Para a HRW, uma das razões para isso ocorrer é a falta de punição dos agressores. "Mais do que uma herança da ditadura militar a tortura é uma herança da impunidade. O agente sabe que não será punido, por isso tortura", afirmou a diretora da HRW no Brasil, Maria Laura Canineu.
Outro motivo que, conforme a ONG, estimula a tortura é a superlotação carcerária, impulsionada pelo encarceramento massivo. Com mais de meio milhão de presos, o Brasil está com 37% a mais de detentos do que comporta. O fato de presos provisórios (que ainda não foram julgados) dividirem espaço com condenados também influenciaria na falta de controle dos presídios e, consequentemente nos seguidos casos de tortura registrados.
“A ausência do Estado, a falta segurança e a ociosidade nos presídios favorecem a criação de organizações criminosas e só piora a situação desses espaços”, analisou Canineu.
No relatório do ano passado, a HRW já havia citado essa preocupação com a superlotação dos presídios. De lá para cá, poucos avanços foram notados. Segundo a organização, o projeto de lei 554/11 que prevê mudanças na audiência dos presos seria uma das saídas para reduzir a lotação dos presídios e evitar a ocorrência da tortura. Conforme essa proposta legislativa, todo suspeito que for detido tem que ser ouvido por um juiz em um prazo razoável, que seria de 24 horas. Atualmente, não há essa delimitação de tempo, a HRW encontrou casos excepcionais em que um homem detido por receptação de produtos roubados demorou três meses para se encontrar com um magistrado. Nesse tempo, dividiu uma cela com bandidos condenados e membros de facções criminosas.

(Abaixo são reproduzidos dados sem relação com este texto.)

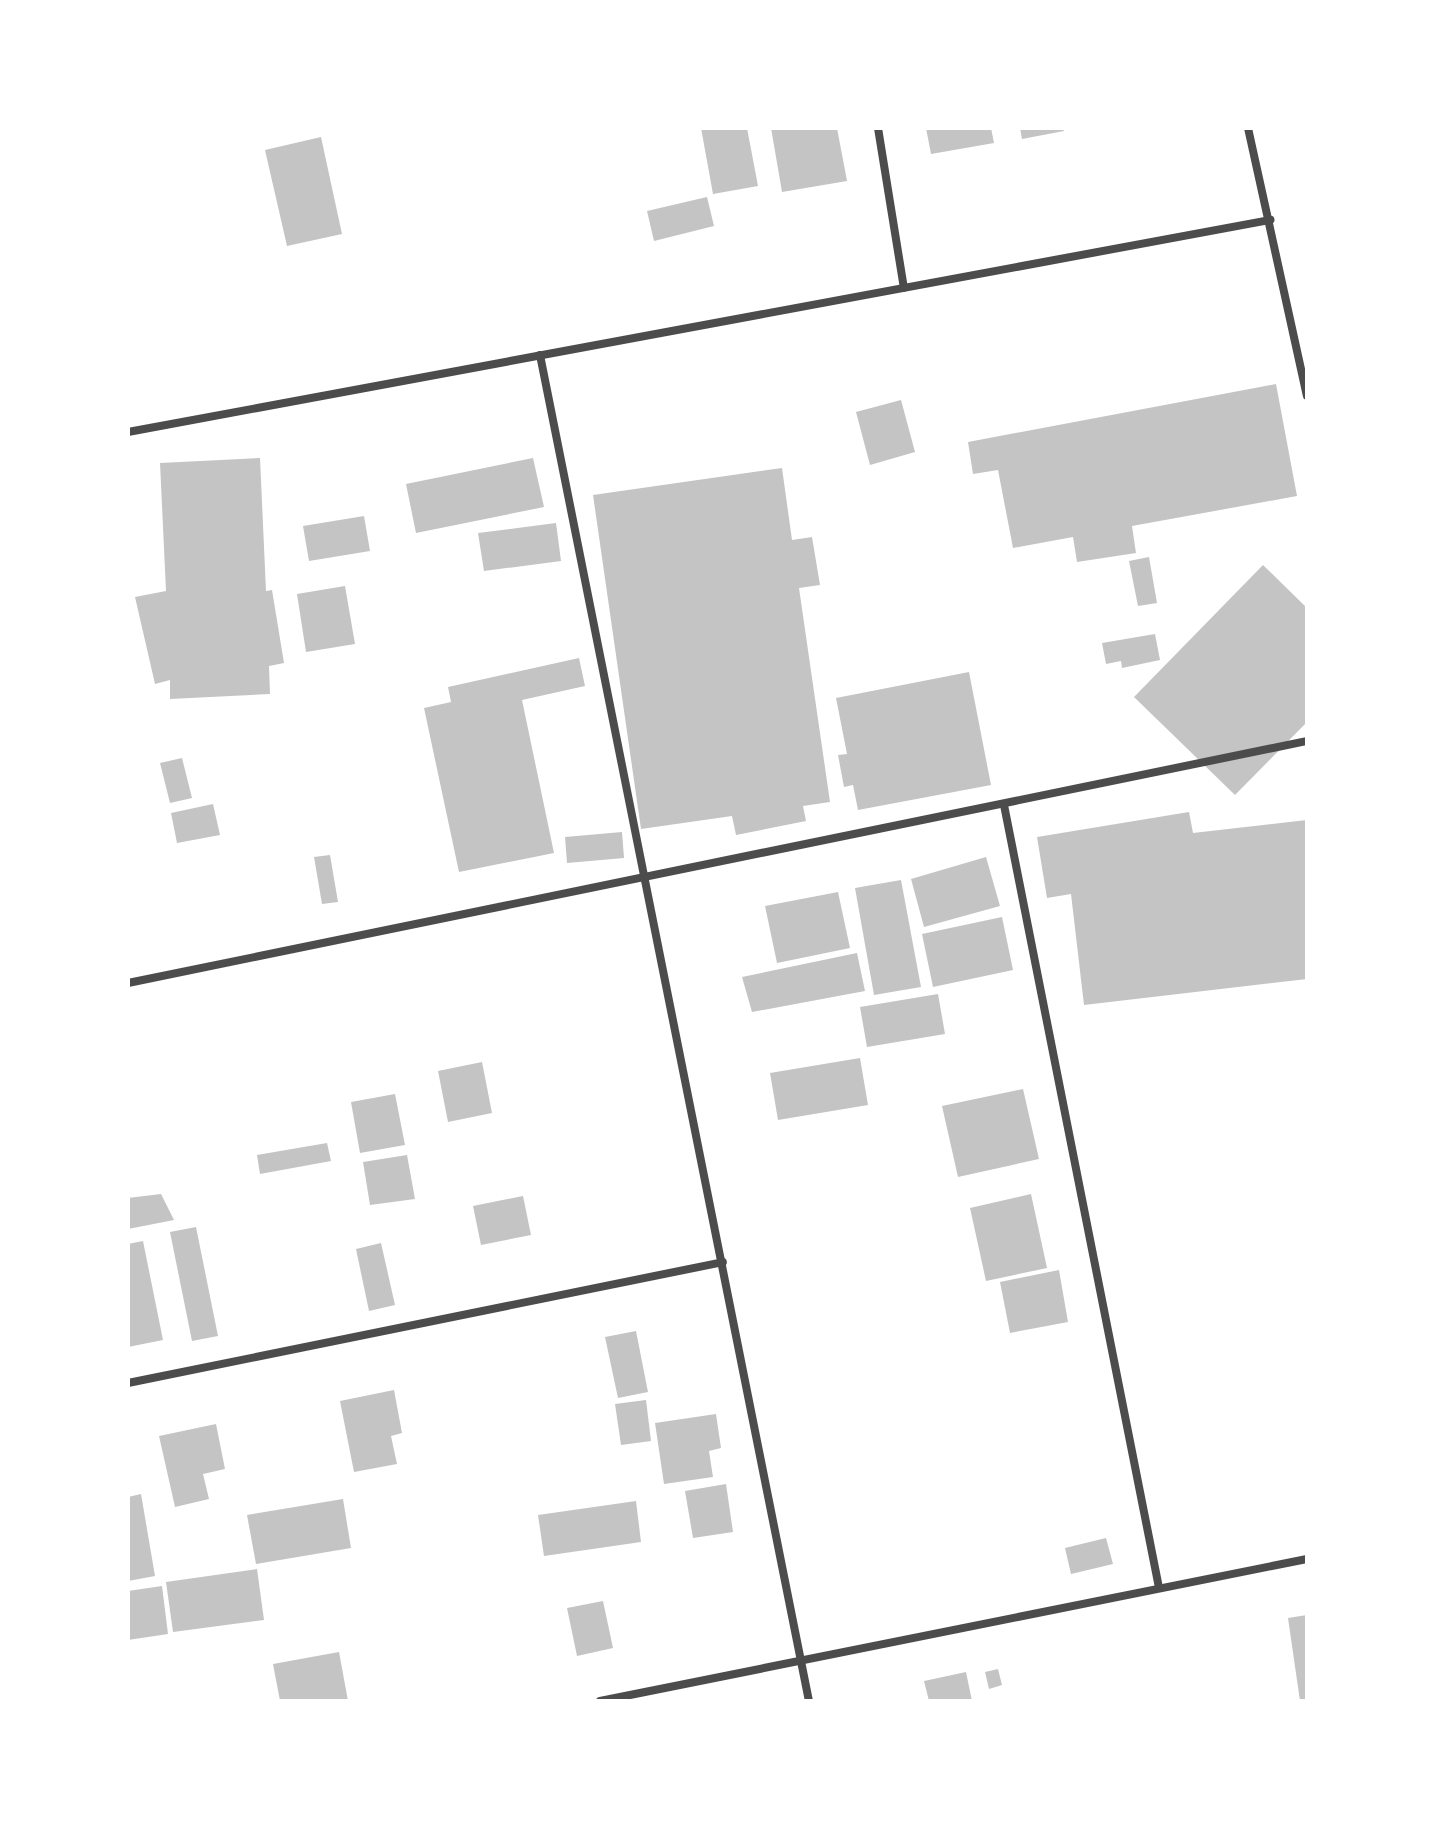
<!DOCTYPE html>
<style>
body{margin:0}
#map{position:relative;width:1435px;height:1829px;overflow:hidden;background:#fff;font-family:"Roboto Serif",serif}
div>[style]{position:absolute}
.building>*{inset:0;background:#c4c4c4}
.minor>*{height:8px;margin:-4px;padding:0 4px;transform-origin:4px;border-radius:4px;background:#4c4c4c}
span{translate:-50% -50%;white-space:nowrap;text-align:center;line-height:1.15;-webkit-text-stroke:8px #fff;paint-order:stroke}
.frame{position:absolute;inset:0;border:130px solid #fff;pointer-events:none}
</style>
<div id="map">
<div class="building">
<i style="clip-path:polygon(701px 128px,747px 128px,758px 186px,713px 194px)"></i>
<i style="clip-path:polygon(771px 128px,837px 128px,847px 181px,782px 192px)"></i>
<i style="clip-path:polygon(926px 128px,991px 128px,994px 143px,931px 154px)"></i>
<i style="clip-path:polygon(1020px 128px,1063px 128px,1064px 131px,1022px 139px)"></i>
<i style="clip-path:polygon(321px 137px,342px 234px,287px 246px,265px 150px)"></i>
<i style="clip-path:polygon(707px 197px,714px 226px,654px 241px,647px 211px)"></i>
<i style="clip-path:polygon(1276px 384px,1297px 496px,1132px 526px,1136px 553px,1077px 562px,1073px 537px,1013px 548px,998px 470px,973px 474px,968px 442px)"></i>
<i style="clip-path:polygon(901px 400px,915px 452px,870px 465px,856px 412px)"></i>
<i style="clip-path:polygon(260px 458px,266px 591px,272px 590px,284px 663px,269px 666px,270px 694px,170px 699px,170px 680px,155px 684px,135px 597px,166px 591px,160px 463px)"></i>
<i style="clip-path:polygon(533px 458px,544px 507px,416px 533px,406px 484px)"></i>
<i style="clip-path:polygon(782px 468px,792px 540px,812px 537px,820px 585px,799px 588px,830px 802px,803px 806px,806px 821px,736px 835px,732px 816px,641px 829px,593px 495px)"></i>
<i style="clip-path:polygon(364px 516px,370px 551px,309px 561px,303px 526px)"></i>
<i style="clip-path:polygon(556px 523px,561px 561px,484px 571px,478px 533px)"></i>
<i style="clip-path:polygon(1149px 557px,1157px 603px,1138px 606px,1129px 561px)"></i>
<i style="clip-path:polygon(1263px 565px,1307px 608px,1307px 722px,1235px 795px,1134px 697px)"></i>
<i style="clip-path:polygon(345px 586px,355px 644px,306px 652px,297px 594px)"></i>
<i style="clip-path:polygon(1155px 634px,1160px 660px,1122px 668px,1121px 661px,1106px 664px,1102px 643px)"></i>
<i style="clip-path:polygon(579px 658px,585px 686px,522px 700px,554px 853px,459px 872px,424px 708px,451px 702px,448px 687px)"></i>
<i style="clip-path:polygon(969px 672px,991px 785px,858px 810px,853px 785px,844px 787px,838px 755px,847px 754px,836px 698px)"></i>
<i style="clip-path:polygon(182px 758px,192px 798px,170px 803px,160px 763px)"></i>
<i style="clip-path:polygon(213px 804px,220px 835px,177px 843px,171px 813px)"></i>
<i style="clip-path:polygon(1189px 812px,1193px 833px,1307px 820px,1307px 979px,1084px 1005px,1071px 894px,1047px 898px,1037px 837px)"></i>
<i style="clip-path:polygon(622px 832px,624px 858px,567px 863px,565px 837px)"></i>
<i style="clip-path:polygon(330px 855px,338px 902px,322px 904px,314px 857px)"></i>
<i style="clip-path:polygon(986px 857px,1000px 906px,924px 927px,911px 879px)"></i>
<i style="clip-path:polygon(901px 880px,921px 987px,874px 995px,855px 888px)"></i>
<i style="clip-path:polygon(838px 892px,850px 948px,777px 963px,765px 906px)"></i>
<i style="clip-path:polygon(1002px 917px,1013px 970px,933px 987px,922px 934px)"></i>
<i style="clip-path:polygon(857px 953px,865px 991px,752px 1012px,742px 977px)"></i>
<i style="clip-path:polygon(938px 994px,945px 1034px,867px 1047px,860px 1007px)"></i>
<i style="clip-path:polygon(860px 1058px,868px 1105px,778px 1120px,770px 1073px)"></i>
<i style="clip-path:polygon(482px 1062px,492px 1113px,448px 1122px,438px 1071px)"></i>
<i style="clip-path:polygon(1023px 1089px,1039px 1159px,958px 1177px,942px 1106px)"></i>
<i style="clip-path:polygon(395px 1094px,405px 1145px,360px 1153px,351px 1102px)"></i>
<i style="clip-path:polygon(327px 1143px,331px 1161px,260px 1174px,257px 1155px)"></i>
<i style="clip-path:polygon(407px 1155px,415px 1199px,370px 1205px,363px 1162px)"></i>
<i style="clip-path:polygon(161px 1194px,174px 1220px,128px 1229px,128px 1198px)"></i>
<i style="clip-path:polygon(1031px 1194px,1047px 1268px,986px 1281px,970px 1208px)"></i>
<i style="clip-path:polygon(523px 1196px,531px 1235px,481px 1245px,473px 1206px)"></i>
<i style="clip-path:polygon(196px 1227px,218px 1336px,192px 1341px,170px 1232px)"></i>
<i style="clip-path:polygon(143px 1241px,163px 1340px,128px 1347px,128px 1244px)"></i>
<i style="clip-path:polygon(381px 1243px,395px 1305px,369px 1311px,356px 1249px)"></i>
<i style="clip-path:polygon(1059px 1270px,1068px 1322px,1010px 1333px,1000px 1282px)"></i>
<i style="clip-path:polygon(636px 1331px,648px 1392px,618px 1398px,605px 1337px)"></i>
<i style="clip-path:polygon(394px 1390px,402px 1433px,391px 1436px,397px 1464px,354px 1472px,340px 1401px)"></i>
<i style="clip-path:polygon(646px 1400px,651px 1441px,621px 1445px,615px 1404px)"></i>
<i style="clip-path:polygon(716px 1414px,721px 1448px,709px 1451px,713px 1477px,664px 1484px,655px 1423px)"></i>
<i style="clip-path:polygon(216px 1424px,225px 1469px,203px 1474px,209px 1499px,175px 1507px,159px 1436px)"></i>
<i style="clip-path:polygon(726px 1484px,733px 1532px,693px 1538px,685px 1491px)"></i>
<i style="clip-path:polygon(141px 1494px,155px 1576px,128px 1581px,128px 1497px)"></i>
<i style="clip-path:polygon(343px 1499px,351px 1548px,256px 1564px,247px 1515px)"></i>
<i style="clip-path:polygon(636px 1501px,641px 1542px,544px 1556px,538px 1515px)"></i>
<i style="clip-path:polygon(1106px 1538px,1113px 1564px,1071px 1574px,1065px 1548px)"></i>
<i style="clip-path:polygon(257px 1569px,264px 1620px,173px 1632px,166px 1582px)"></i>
<i style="clip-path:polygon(162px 1586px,168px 1634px,128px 1640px,128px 1591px)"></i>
<i style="clip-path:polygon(603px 1601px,613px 1648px,577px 1656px,567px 1608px)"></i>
<i style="clip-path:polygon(1307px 1615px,1307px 1701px,1300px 1701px,1288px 1618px)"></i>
<i style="clip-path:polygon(339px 1652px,348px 1701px,280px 1701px,273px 1664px)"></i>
<i style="clip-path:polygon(998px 1669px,1002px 1685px,989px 1689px,985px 1672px)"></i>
<i style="clip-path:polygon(966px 1672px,972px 1701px,929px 1701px,924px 1681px)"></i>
</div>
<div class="minor">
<i style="left:878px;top:128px;width:162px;rotate:80.8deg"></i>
<i style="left:1248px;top:128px;width:274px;rotate:77.6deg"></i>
<i style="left:540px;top:355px;width:1373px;rotate:78.7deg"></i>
<i style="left:128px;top:432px;width:1162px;rotate:-10.52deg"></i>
<i style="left:1004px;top:805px;width:798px;rotate:78.8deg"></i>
<i style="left:128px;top:983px;width:1204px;rotate:-11.6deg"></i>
<i style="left:128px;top:1383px;width:607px;rotate:-11.49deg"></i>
<i style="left:600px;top:1701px;width:721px;rotate:-11.36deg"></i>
</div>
<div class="frame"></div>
</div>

Na visão de Canineu, o que faltam são mudanças estruturais, na qual os presos sejam respeitados e tenham condições de retornar em segurança para a sociedade após cumprirem suas penas.
Violência policial
Outra crítica no relatório da HRW é o alto índice da letalidade policial. Em dois dos principais Estados brasileiros a ONG registrou preocupantes aumentos de mortes ocasionadas por policiais. No Rio de Janeiro, o aumento foi de 40% e em São Paulo, de 97%, nos três primeiros trimestres de 2014 em comparação com o mesmo período do ano passado. “Tanto o Rio quanto São Paulo tomaram medidas importantes para reduzir essas mortes. Mas elas estão longe de serem necessárias”, disse Canineu.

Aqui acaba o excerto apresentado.